Exercise description
Word for word, restate the lines from the start of the data below through the line containing "position:absolute; left:1480px; top:2094px;".

(Data records)
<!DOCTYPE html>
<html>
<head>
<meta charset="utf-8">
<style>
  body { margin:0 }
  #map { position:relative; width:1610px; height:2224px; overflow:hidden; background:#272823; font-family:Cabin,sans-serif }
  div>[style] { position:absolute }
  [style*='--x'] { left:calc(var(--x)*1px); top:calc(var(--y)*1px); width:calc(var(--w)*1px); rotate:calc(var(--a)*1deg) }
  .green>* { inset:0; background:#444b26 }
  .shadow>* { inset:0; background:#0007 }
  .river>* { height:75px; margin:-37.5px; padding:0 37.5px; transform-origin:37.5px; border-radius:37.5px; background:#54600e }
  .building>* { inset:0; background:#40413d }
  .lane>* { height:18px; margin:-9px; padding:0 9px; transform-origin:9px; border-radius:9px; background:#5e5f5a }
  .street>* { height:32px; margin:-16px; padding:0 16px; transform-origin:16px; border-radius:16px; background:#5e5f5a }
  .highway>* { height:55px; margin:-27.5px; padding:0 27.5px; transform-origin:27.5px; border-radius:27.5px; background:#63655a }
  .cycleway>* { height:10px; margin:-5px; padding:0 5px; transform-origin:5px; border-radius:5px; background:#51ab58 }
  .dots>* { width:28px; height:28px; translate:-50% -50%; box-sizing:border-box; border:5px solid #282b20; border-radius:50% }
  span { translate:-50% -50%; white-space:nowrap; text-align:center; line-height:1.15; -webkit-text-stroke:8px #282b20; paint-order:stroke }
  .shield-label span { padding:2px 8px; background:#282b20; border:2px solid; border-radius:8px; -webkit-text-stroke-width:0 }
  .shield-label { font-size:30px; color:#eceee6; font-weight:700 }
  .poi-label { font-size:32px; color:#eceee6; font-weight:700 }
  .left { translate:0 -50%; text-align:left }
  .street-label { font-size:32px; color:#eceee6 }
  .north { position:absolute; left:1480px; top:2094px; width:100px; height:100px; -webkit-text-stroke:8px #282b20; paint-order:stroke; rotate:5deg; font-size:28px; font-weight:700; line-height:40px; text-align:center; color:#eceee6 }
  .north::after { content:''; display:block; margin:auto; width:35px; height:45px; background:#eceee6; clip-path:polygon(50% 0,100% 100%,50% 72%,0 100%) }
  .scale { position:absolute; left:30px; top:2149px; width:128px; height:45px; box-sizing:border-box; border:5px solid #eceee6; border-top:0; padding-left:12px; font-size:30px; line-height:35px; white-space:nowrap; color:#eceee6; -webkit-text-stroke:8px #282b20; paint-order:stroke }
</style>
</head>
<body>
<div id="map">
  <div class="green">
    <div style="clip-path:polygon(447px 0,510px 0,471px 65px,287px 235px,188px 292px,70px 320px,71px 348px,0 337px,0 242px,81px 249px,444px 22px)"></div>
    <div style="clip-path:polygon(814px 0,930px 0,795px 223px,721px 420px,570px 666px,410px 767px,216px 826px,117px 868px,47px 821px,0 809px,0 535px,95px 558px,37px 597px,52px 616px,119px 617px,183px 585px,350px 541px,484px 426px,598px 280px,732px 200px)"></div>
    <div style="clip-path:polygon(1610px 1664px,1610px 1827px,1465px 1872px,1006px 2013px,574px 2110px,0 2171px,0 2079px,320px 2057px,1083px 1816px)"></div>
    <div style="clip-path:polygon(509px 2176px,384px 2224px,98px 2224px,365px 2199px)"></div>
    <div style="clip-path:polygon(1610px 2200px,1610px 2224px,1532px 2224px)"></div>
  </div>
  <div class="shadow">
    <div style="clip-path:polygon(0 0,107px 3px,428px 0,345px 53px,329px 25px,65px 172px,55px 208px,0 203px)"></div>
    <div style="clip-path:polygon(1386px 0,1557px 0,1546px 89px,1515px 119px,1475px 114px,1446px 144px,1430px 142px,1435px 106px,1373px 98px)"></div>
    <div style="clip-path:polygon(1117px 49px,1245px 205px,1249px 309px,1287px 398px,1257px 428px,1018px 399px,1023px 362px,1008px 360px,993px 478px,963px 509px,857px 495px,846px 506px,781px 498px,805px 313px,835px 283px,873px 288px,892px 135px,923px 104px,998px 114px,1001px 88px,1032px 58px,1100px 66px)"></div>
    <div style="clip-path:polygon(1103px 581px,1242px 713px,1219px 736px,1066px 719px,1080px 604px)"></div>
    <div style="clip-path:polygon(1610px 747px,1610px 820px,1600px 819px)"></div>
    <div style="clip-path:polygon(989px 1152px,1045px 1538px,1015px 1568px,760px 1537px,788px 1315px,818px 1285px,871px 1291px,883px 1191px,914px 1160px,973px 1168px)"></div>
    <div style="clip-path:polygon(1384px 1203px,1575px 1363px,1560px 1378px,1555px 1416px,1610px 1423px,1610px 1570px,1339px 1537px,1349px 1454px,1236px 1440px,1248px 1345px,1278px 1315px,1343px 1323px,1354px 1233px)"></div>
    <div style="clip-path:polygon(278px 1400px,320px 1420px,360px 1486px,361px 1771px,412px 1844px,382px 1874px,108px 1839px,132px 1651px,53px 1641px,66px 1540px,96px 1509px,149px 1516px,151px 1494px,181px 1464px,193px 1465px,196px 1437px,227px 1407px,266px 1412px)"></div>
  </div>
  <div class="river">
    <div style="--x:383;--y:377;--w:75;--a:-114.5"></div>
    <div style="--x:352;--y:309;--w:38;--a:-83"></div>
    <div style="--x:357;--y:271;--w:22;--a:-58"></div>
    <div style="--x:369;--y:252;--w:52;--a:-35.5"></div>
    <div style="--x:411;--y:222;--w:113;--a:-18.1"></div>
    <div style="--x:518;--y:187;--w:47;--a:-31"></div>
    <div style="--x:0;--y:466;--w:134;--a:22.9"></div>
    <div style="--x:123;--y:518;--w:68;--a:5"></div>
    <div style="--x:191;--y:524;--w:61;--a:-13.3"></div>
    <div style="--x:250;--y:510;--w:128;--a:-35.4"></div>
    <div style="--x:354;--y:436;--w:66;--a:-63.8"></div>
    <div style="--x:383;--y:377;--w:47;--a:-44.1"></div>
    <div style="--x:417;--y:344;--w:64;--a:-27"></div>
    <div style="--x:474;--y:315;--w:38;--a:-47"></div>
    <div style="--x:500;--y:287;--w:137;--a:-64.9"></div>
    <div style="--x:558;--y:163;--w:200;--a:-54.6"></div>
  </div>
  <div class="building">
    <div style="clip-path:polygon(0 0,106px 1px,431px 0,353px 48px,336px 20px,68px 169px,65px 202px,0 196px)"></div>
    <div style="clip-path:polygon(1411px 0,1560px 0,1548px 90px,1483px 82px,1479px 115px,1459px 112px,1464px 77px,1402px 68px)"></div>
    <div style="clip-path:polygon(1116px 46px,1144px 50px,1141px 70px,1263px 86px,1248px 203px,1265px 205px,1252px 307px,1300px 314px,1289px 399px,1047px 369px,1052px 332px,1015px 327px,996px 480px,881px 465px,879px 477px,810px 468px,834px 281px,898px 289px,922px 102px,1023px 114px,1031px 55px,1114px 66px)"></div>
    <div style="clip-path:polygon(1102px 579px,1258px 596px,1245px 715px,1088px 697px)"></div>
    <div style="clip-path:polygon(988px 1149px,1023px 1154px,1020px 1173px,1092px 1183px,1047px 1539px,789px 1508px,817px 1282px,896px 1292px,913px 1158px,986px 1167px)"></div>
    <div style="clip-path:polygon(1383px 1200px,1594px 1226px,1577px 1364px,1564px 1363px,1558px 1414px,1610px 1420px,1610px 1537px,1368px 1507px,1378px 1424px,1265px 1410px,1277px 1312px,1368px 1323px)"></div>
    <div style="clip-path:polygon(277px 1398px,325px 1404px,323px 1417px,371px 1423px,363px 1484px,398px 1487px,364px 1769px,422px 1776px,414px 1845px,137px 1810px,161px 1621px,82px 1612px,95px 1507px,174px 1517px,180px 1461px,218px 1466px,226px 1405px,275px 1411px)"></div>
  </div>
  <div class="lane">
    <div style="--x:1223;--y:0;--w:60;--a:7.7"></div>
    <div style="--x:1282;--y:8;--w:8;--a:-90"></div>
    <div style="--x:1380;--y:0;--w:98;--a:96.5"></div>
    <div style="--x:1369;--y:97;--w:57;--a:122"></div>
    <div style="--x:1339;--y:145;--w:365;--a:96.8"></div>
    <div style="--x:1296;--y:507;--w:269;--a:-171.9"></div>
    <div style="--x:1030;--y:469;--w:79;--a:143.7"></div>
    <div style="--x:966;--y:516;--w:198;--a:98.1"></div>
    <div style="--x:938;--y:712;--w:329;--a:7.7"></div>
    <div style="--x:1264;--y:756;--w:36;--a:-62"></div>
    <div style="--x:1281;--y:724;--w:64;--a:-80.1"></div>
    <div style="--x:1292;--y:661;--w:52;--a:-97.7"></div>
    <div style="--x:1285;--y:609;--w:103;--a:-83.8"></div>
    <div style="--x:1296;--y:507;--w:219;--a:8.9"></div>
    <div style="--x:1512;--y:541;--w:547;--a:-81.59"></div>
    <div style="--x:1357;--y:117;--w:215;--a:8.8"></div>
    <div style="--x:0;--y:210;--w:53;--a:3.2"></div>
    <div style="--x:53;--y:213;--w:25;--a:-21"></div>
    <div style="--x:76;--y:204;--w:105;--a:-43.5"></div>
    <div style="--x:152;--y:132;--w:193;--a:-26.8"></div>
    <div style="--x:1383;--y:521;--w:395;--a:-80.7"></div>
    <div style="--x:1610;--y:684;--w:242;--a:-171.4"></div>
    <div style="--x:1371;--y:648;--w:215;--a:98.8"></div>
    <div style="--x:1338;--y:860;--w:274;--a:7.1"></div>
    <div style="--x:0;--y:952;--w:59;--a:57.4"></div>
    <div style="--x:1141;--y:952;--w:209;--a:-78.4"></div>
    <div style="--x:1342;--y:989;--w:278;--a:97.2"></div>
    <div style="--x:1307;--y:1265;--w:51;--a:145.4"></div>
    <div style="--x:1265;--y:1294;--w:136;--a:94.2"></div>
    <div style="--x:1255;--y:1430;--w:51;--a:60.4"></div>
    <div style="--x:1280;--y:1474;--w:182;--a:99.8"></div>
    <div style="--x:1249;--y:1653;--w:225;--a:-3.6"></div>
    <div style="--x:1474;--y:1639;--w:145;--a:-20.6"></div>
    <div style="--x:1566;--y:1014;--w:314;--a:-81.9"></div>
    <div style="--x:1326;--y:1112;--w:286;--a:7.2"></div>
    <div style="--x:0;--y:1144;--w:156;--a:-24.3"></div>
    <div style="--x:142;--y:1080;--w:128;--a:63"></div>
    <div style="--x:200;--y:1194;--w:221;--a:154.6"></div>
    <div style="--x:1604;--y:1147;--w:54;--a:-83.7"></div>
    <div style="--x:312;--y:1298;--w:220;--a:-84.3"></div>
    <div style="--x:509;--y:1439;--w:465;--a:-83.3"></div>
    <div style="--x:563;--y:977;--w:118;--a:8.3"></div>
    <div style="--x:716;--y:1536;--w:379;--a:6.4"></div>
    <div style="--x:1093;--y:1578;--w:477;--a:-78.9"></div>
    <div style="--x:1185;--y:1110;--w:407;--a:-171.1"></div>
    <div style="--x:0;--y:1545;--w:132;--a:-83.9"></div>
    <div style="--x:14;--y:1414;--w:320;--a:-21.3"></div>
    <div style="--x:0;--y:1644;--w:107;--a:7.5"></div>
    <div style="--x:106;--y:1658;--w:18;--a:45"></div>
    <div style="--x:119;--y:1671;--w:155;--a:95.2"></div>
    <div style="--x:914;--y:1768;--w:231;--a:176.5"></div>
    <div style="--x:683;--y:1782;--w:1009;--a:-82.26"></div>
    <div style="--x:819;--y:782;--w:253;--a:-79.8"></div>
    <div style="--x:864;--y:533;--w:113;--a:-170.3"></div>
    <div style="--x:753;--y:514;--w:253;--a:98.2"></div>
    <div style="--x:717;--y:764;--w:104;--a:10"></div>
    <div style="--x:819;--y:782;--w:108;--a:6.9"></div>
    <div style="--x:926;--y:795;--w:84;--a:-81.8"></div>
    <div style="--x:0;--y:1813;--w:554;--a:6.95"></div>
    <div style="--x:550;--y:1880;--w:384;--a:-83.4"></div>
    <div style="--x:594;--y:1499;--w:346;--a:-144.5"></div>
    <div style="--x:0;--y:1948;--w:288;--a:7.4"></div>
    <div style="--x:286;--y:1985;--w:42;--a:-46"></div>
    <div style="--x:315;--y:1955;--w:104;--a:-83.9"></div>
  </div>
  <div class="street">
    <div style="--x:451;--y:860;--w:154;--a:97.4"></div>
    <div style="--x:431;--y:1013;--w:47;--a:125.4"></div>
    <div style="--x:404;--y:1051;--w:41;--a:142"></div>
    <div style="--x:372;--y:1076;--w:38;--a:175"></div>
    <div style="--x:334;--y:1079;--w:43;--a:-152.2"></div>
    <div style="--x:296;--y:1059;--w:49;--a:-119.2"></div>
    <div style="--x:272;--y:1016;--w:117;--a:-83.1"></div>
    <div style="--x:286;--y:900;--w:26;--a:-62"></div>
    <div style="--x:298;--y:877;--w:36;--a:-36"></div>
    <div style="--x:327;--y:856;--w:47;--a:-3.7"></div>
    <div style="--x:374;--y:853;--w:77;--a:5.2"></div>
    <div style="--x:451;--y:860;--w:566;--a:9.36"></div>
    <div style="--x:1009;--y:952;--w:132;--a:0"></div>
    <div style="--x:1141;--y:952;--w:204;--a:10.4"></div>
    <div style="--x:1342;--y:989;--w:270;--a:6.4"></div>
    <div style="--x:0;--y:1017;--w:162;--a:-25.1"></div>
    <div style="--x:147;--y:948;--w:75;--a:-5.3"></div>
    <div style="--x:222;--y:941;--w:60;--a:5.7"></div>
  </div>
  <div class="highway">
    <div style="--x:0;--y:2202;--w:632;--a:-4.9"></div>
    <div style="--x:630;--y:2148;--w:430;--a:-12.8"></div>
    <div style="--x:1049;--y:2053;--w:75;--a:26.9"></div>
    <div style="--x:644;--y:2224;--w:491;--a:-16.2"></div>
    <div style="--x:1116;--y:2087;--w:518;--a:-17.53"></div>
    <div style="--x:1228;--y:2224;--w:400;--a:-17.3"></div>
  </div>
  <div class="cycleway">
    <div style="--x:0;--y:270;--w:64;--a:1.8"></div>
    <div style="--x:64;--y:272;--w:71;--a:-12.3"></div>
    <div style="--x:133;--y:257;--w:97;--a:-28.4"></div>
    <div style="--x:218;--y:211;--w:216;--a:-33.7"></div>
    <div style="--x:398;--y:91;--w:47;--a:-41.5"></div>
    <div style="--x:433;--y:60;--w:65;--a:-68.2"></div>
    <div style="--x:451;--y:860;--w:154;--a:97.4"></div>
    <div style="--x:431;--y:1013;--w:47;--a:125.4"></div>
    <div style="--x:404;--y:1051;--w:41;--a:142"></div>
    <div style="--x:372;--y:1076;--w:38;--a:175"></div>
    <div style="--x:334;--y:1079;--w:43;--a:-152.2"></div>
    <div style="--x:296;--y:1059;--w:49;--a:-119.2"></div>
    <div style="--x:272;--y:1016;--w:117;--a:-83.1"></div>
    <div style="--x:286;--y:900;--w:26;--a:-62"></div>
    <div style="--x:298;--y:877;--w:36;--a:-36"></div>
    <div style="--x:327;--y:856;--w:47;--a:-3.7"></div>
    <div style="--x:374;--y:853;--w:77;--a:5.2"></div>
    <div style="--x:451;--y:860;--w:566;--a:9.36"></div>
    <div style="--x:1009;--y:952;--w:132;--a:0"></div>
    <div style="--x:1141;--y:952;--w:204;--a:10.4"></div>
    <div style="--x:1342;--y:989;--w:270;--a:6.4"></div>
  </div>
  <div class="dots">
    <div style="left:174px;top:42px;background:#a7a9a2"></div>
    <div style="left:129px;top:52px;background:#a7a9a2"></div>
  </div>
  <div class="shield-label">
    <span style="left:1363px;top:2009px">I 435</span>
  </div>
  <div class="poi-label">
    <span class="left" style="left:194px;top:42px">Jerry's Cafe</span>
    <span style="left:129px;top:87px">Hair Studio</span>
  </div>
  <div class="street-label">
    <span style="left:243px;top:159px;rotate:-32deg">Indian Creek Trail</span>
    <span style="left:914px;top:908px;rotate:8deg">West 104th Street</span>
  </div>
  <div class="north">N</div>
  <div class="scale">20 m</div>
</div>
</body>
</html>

Solution to this exercise
<!DOCTYPE html>
<html>
<head>
<meta charset="utf-8">
<style>
  body { margin:0 }
  #map { position:relative; width:1610px; height:2224px; overflow:hidden; background:#272823; font-family:Cabin,sans-serif }
  div>[style] { position:absolute }
  [style*='--x'] { left:calc(var(--x)*1px); top:calc(var(--y)*1px); width:calc(var(--w)*1px); rotate:calc(var(--a)*1deg) }
  .green>* { inset:0; background:#444b26 }
  .shadow>* { inset:0; background:#0007 }
  .river>* { height:75px; margin:-37.5px; padding:0 37.5px; transform-origin:37.5px; border-radius:37.5px; background:#54600e }
  .building>* { inset:0; background:#40413d }
  .lane>* { height:18px; margin:-9px; padding:0 9px; transform-origin:9px; border-radius:9px; background:#5e5f5a }
  .street>* { height:32px; margin:-16px; padding:0 16px; transform-origin:16px; border-radius:16px; background:#5e5f5a }
  .highway>* { height:55px; margin:-27.5px; padding:0 27.5px; transform-origin:27.5px; border-radius:27.5px; background:#63655a }
  .cycleway>* { height:10px; margin:-5px; padding:0 5px; transform-origin:5px; border-radius:5px; background:#51ab58 }
  .dots>* { width:28px; height:28px; translate:-50% -50%; box-sizing:border-box; border:5px solid #282b20; border-radius:50% }
  span { translate:-50% -50%; white-space:nowrap; text-align:center; line-height:1.15; -webkit-text-stroke:8px #282b20; paint-order:stroke }
  .shield-label span { padding:2px 8px; background:#282b20; border:2px solid; border-radius:8px; -webkit-text-stroke-width:0 }
  .shield-label { font-size:30px; color:#eceee6; font-weight:700 }
  .poi-label { font-size:32px; color:#eceee6; font-weight:700 }
  .left { translate:0 -50%; text-align:left }
  .street-label { font-size:32px; color:#eceee6 }
  .north { position:absolute; left:1480px; top:2094px; width:100px; height:100px; -webkit-text-stroke:8px #282b20; paint-order:stroke; rotate:5deg; font-size:28px; font-weight:700; line-height:40px; text-align:center; color:#eceee6 }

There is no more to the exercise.